### Goal of the exercise:
Copy each entry below exactly. No images.

(Stored data entries)
****************************************
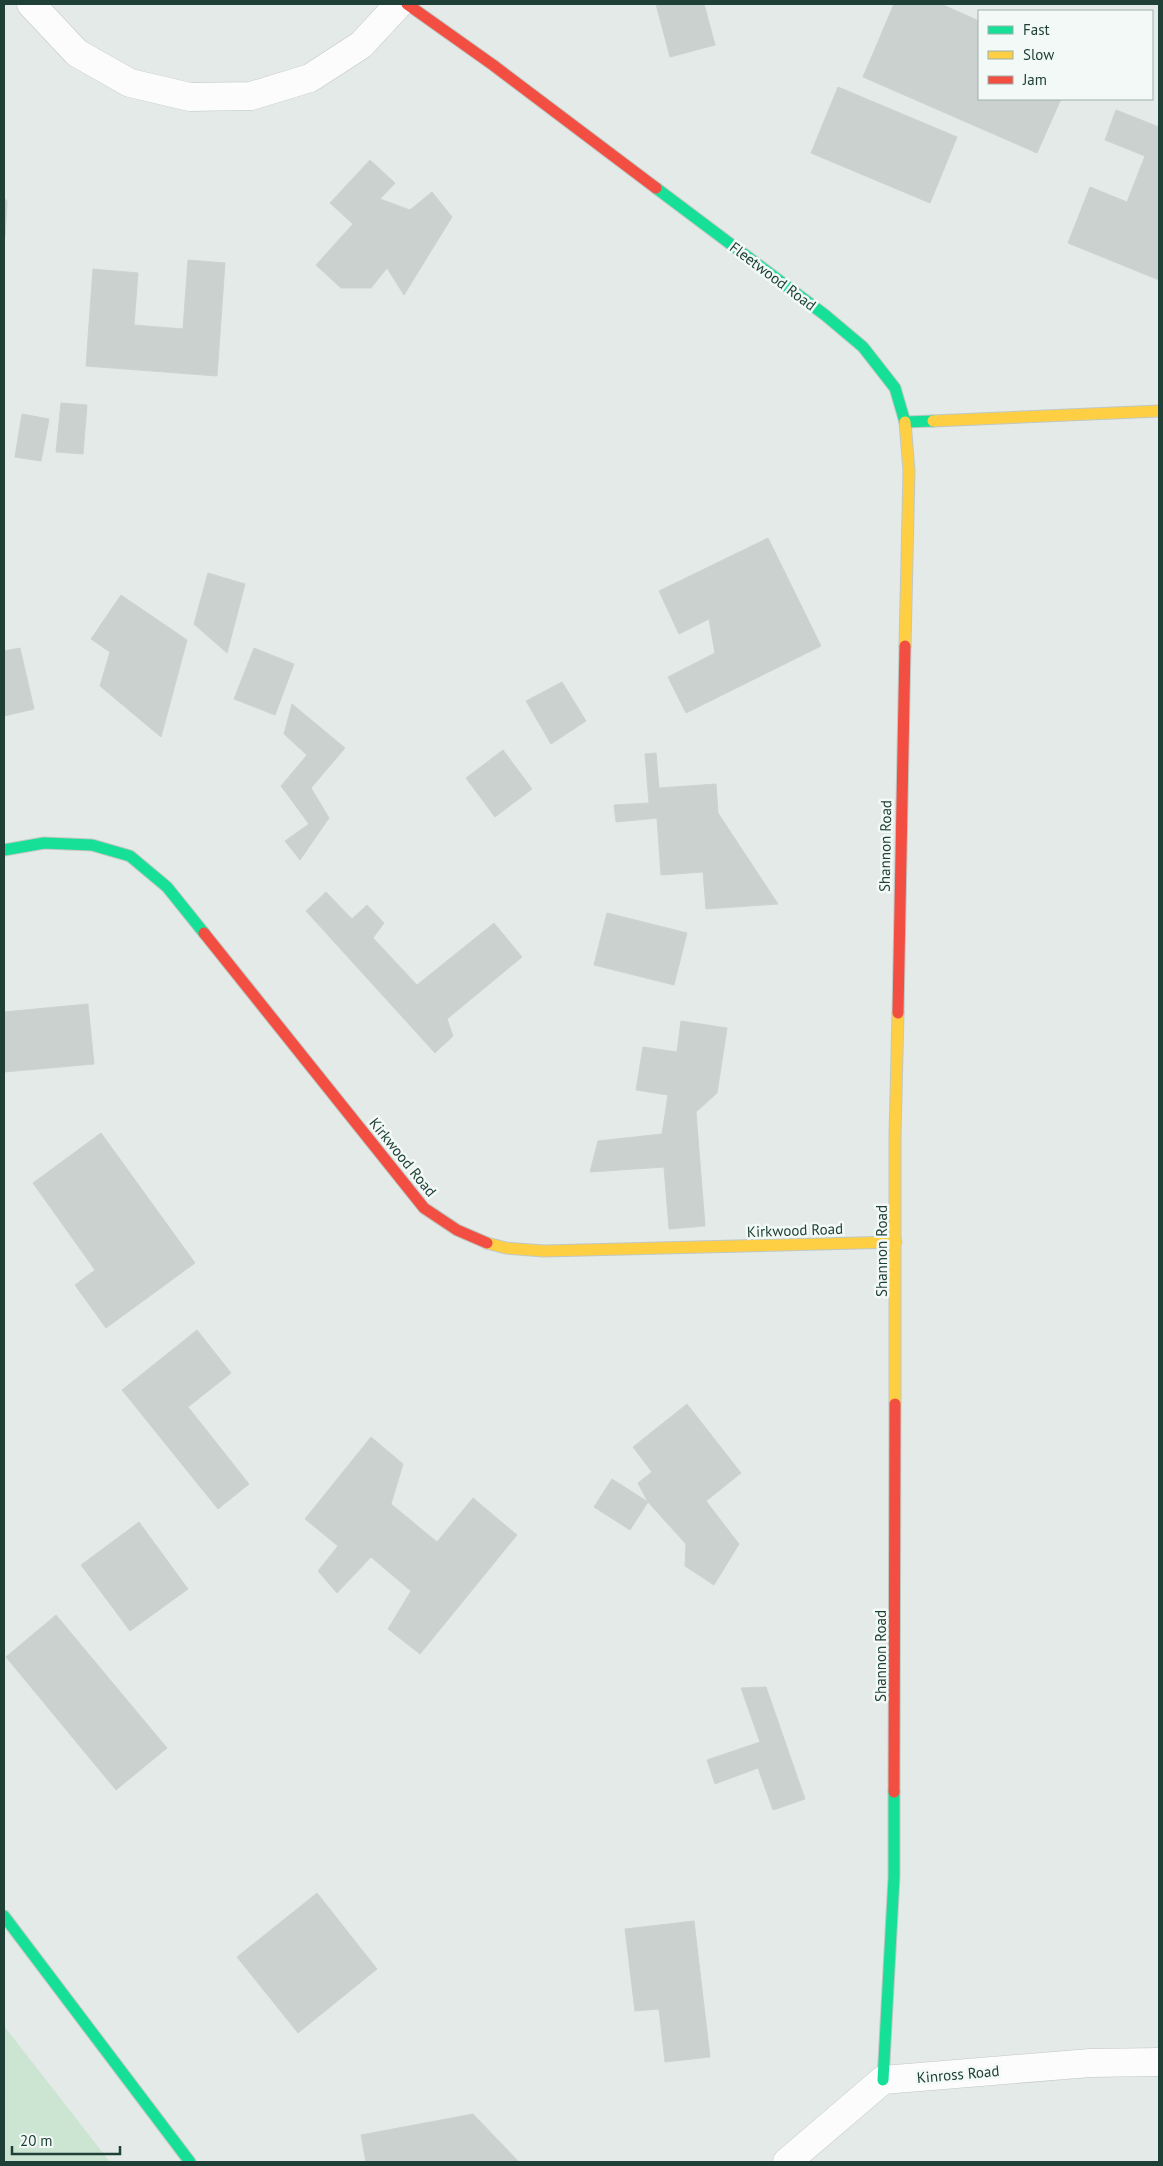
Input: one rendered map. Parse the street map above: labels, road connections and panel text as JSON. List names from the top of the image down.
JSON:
{
  "streets": {
    "street": [
      "Fleetwood Road",
      "Shannon Road",
      "Kirkwood Road",
      "Kinross Road"
    ]
  },
  "crossings": [
    ["Fleetwood Road", "Shannon Road"],
    ["Shannon Road", "Kirkwood Road"],
    ["Shannon Road", "Kinross Road"]
  ],
  "legend": ["Fast", "Slow", "Jam"],
  "scale_bar": "20 m"
}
****************************************
### Solution to this exercise:
Input: one rendered map. Parse the street map above: labels, road connections and panel text as JSON. List names from the top of the image down.
JSON:
{
  "streets": {
    "street": [
      "Fleetwood Road",
      "Shannon Road",
      "Kirkwood Road",
      "Kinross Road"
    ]
  },
  "crossings": [
    ["Fleetwood Road", "Shannon Road"],
    ["Shannon Road", "Kirkwood Road"],
    ["Shannon Road", "Kinross Road"]
  ],
  "legend": ["Fast", "Slow", "Jam"],
  "scale_bar": "20 m"
}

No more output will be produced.